The Small Details That Have Standardized
At the block level, there is surprisingly little disagreement now:
- RMSNorm everywhere. Not a single model in this set uses LayerNorm.
- SwiGLU as the FFN activation. It’s in DeepSeek, Llama, Kimi, gpt-oss, Ministral.
- RoPE for positional encoding. No one is experimenting with learned positions anymore.
- QK-Norm is the new trend for training stability — Qwen, Gemma, and GLM all adopted it, while Kimi went with QK-Clip instead.
- MTP (Multi-Token Prediction) keeps showing up: DeepSeek, Qwen 3.5, GLM-4.5, GLM-5. It seems to help, though the implementations vary.
Multimodal Is Now Default
Qwen 3.5, Gemma 3, Ministral 3, Kimi K2.5 — all multimodal. The approach is also converging: keep the language backbone intact, bolt on a vision encoder + projector. Nobody is redesigning the Transformer from scratch for multimodality. Kimi K2.5 is the most ambitious here with its MoonViT-3D and agentic stack, but the language backbone is still just K2 underneath.
What Surprised Me
gpt-oss is tiny. 117B total, 5B active — the smallest MoE in this set by far. OpenAI clearly wanted to release something efficient rather than frontier-pushing. The MXFP4 quantized MoE weights are interesting though.

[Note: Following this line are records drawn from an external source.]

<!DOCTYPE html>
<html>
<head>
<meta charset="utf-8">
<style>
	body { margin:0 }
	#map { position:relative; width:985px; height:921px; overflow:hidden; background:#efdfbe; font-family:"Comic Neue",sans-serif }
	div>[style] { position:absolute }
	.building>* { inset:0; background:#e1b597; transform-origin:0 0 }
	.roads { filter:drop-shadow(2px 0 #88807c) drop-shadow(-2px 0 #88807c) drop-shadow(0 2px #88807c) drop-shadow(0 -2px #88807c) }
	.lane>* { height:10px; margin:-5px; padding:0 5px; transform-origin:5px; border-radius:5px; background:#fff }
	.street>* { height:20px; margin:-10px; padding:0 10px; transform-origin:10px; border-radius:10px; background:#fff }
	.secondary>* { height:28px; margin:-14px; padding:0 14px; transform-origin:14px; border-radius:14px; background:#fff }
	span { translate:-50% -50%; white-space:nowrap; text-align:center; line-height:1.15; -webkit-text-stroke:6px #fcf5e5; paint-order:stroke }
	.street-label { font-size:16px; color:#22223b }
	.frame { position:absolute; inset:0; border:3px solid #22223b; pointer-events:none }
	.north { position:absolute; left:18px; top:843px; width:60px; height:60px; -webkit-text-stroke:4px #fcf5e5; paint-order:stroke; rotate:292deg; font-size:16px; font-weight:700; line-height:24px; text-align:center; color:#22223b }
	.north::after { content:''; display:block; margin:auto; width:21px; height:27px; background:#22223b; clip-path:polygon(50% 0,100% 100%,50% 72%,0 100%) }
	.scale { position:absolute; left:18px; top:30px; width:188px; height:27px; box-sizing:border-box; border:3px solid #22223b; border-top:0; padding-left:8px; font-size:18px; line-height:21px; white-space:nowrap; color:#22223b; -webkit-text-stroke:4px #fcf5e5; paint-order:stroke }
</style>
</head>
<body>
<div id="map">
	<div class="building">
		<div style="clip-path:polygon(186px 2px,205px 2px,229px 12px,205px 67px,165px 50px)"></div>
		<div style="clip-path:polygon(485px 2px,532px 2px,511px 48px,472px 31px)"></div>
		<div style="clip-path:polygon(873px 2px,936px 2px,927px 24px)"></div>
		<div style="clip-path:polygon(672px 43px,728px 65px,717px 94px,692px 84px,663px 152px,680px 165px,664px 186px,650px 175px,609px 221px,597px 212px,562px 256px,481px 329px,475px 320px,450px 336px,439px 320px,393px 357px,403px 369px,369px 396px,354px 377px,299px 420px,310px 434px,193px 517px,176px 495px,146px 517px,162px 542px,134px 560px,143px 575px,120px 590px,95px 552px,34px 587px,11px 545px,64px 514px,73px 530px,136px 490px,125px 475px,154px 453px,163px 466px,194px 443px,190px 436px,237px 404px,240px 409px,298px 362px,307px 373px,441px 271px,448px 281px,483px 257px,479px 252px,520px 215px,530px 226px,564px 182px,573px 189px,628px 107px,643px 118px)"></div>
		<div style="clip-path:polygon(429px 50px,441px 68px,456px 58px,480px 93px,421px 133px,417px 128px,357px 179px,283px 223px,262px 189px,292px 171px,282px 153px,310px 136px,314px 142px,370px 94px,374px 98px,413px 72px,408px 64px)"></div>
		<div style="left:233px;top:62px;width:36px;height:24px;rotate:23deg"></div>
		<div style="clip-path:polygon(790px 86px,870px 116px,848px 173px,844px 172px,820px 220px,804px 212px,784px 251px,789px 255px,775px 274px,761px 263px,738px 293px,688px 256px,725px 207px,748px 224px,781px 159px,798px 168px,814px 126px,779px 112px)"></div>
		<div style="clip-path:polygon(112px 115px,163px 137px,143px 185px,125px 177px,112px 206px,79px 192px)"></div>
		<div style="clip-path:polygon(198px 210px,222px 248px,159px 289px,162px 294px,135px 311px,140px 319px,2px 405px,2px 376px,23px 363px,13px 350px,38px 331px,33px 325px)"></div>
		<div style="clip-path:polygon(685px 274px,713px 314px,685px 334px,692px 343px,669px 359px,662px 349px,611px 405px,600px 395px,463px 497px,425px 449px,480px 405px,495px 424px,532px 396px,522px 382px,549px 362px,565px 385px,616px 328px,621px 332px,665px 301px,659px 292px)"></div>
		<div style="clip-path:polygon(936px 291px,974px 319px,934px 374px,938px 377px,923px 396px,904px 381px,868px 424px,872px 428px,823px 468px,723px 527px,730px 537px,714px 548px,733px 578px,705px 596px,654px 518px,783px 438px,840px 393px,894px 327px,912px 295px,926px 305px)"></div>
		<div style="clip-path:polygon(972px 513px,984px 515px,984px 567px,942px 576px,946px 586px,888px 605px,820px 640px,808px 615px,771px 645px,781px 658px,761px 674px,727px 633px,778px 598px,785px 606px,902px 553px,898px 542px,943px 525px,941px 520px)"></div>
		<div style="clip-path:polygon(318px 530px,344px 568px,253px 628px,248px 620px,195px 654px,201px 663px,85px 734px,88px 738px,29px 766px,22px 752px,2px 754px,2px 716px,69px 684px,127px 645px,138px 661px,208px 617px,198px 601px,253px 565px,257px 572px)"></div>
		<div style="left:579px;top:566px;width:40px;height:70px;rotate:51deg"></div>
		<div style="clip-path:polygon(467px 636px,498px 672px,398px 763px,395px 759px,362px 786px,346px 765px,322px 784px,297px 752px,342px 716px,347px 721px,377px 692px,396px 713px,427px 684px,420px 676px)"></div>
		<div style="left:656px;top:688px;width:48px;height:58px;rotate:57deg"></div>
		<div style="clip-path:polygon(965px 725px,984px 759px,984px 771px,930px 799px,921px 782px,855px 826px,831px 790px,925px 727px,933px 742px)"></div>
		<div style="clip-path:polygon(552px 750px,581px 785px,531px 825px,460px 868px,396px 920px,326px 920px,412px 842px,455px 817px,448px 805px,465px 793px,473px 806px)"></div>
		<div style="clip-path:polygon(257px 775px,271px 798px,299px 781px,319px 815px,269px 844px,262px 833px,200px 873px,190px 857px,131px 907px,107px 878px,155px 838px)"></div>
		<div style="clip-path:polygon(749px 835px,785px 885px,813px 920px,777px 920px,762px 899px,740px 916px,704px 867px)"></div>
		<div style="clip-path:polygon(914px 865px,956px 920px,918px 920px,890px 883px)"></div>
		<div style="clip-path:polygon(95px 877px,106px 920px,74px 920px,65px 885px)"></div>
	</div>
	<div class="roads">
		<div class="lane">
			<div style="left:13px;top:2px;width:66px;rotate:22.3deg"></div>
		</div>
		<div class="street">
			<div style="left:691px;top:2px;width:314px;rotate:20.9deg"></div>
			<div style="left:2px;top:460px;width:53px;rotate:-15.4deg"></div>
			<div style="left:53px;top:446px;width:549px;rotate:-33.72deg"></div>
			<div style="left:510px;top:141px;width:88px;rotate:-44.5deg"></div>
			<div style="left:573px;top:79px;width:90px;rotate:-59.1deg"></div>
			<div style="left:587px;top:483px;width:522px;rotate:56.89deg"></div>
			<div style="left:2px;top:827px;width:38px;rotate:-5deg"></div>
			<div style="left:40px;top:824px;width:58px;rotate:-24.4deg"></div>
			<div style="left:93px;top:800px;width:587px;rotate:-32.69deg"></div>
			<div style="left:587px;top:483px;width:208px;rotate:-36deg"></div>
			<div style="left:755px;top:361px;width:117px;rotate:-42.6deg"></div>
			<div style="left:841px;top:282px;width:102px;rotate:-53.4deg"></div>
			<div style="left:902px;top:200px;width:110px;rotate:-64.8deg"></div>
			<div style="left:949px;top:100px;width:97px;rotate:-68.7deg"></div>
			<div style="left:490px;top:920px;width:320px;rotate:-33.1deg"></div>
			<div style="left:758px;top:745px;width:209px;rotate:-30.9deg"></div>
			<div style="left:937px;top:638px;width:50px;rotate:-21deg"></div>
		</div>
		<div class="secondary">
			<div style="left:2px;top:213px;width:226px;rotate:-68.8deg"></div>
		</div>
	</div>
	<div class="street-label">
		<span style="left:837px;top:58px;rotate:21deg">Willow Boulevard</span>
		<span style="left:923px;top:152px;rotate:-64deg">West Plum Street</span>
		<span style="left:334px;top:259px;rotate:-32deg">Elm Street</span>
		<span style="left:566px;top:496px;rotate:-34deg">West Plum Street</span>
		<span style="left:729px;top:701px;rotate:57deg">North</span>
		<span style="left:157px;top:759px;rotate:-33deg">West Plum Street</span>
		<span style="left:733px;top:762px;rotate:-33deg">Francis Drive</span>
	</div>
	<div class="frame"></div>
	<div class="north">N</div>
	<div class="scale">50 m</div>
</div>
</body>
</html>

DeepSeek V3 FP8 training is still the most impressive infrastructure story. Training a 671B MoE in FP8 mixed precision is not easy, and nobody else has reported doing it at this scale.
Kimi K2 is the biggest model at 1T total parameters with only 1 dense layer. That’s extreme sparsity. The MuonClip optimizer and QK-Clip for stability are novel solutions to problems that come with this level of sparsity.
My Take
The open-source LLM world is moving fast, but it is not chaos. It is convergence. MoE with ~8 active experts, RMSNorm, SwiGLU, RoPE, and 128K+ context is becoming a standard recipe. The frontier differentiation is now in attention design (MLA vs GQA vs hybrid), training infrastructure (FP8, MXFP4), and post-training (RL, reasoning, agents).
If I had to bet on the most influential architecture decision for the next generation, it would be the MLA vs hybrid-linear-attention question. GQA is a fine baseline, but the KV-cache problem only gets worse as context gets longer. Something has to give.
The Chinese labs (DeepSeek, Qwen, GLM, Kimi) are shipping at an impressive pace and with real technical depth. MLA, DSA, DeltaNet hybrids, and auxiliary-loss-free routing are not small variations. They are substantive architecture decisions, and they are pushing the frontier forward.